Friday, November 14, 2014
NICU moms and dads relate to one another in ways traditional birth parents do not. Cannot, really. It's this little club, albeit one that no one opts into willingly. NICU parents talk and compare birth weights in grams, not pounds and ounces. They compare how many weeks and days gestation they were when they delivered, where non-NICU parents simply state whether they delivered early or late.

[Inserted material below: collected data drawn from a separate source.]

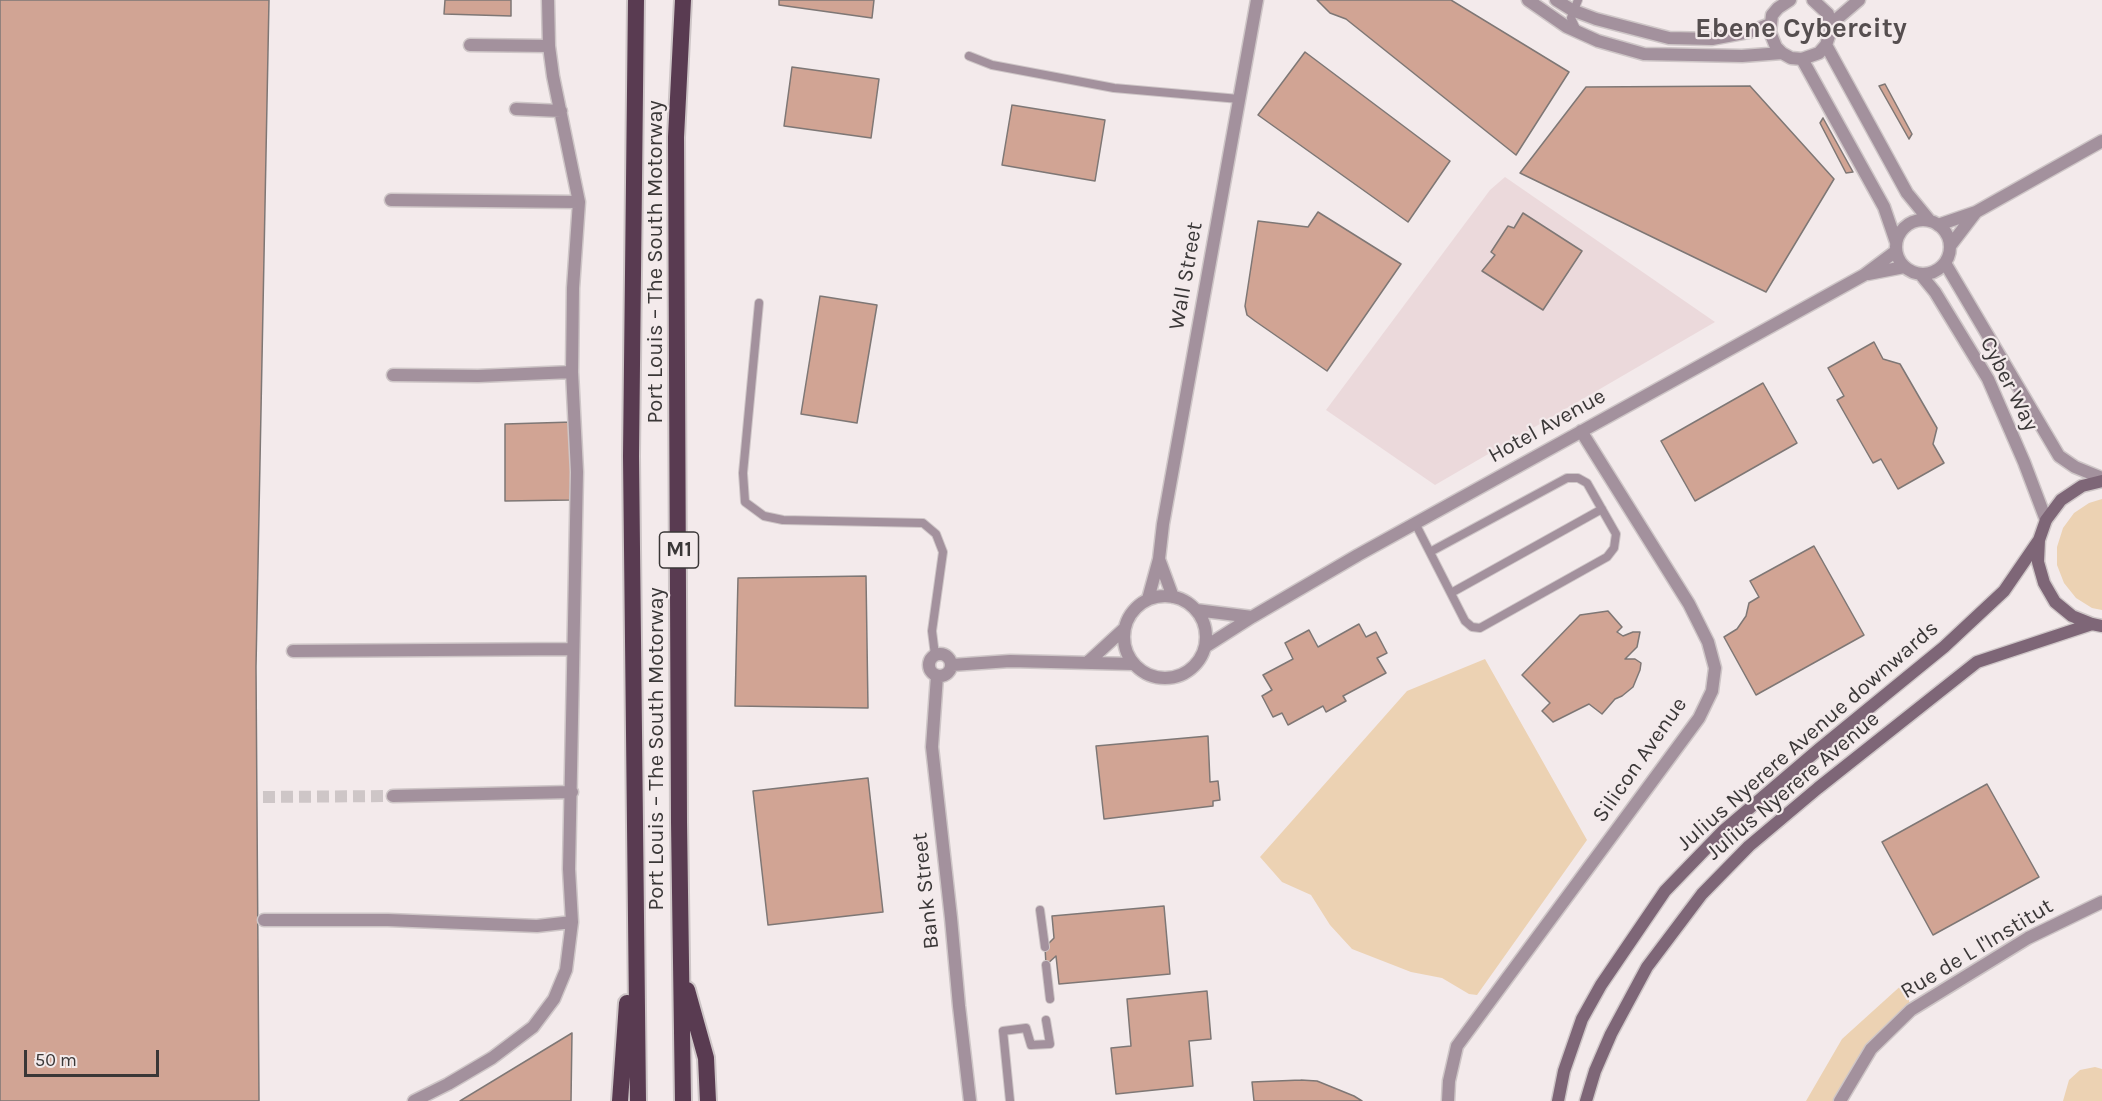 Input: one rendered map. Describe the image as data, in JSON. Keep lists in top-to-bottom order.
{
  "streets": {
    "highway": ["Port Louis – The South Motorway", "M1"],
    "main road": ["Julius Nyerere Avenue downwards", "Julius Nyerere Avenue"],
    "street": [
      "Wall Street",
      "Cyber Way",
      "Hotel Avenue",
      "Silicon Avenue",
      "Bank Street",
      "Rue de L l'Institut"
    ]
  },
  "crossings": [
    ["Wall Street", "Hotel Avenue"],
    ["Cyber Way", "Hotel Avenue"],
    ["Hotel Avenue", "Silicon Avenue"]
  ],
  "districts": ["Ebene Cybercity"],
  "scale_bar": "50 m"
} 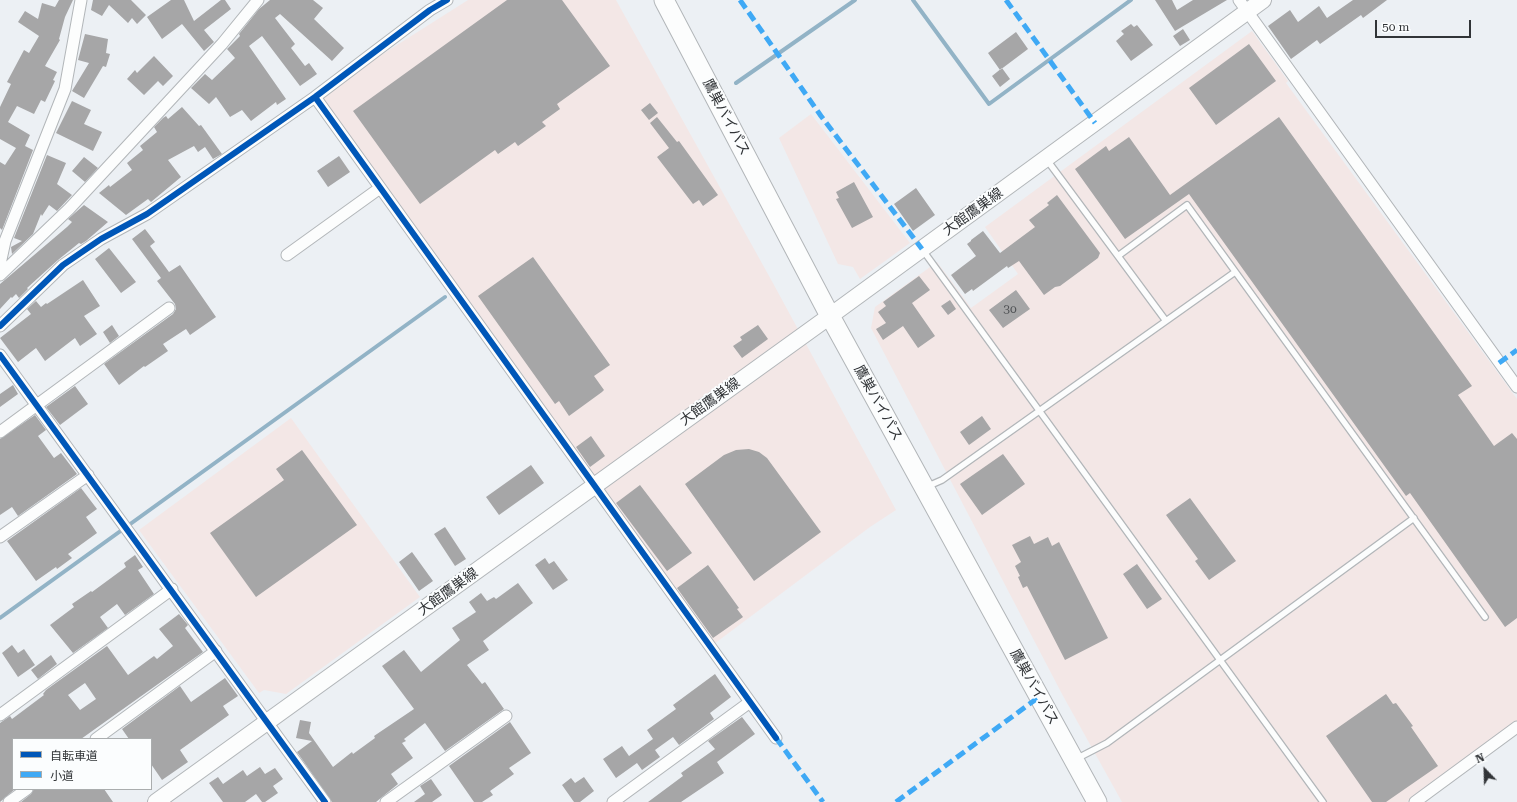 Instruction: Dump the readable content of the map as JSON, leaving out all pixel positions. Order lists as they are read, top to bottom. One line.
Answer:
{"streets":{"highway":["鷹巣バイパス"],"main road":["大館鷹巣線"]},"crossings":[["鷹巣バイパス","大館鷹巣線"]],"house_numbers":["30"],"legend":["自転車道","小道"],"scale_bar":"50 m","north":"top left"}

Most NICU parents had a room full of doctors and nurses as they delivered, not just the 2 or 3 in attendance for traditional births. NICU parents know what it's like to go home from the hospital without their baby, calling every few hours for updates.
NICU parents know the "other side" of delivery and parenting newborns. They know what it's like to parent their newborn through a giraffe isolette (and they know that those fancy isolette's cost as much as a new BMW), rather than a plastic bassinet. They know what each lead and beep means, what Brady's are and how to change diapers around wires galore.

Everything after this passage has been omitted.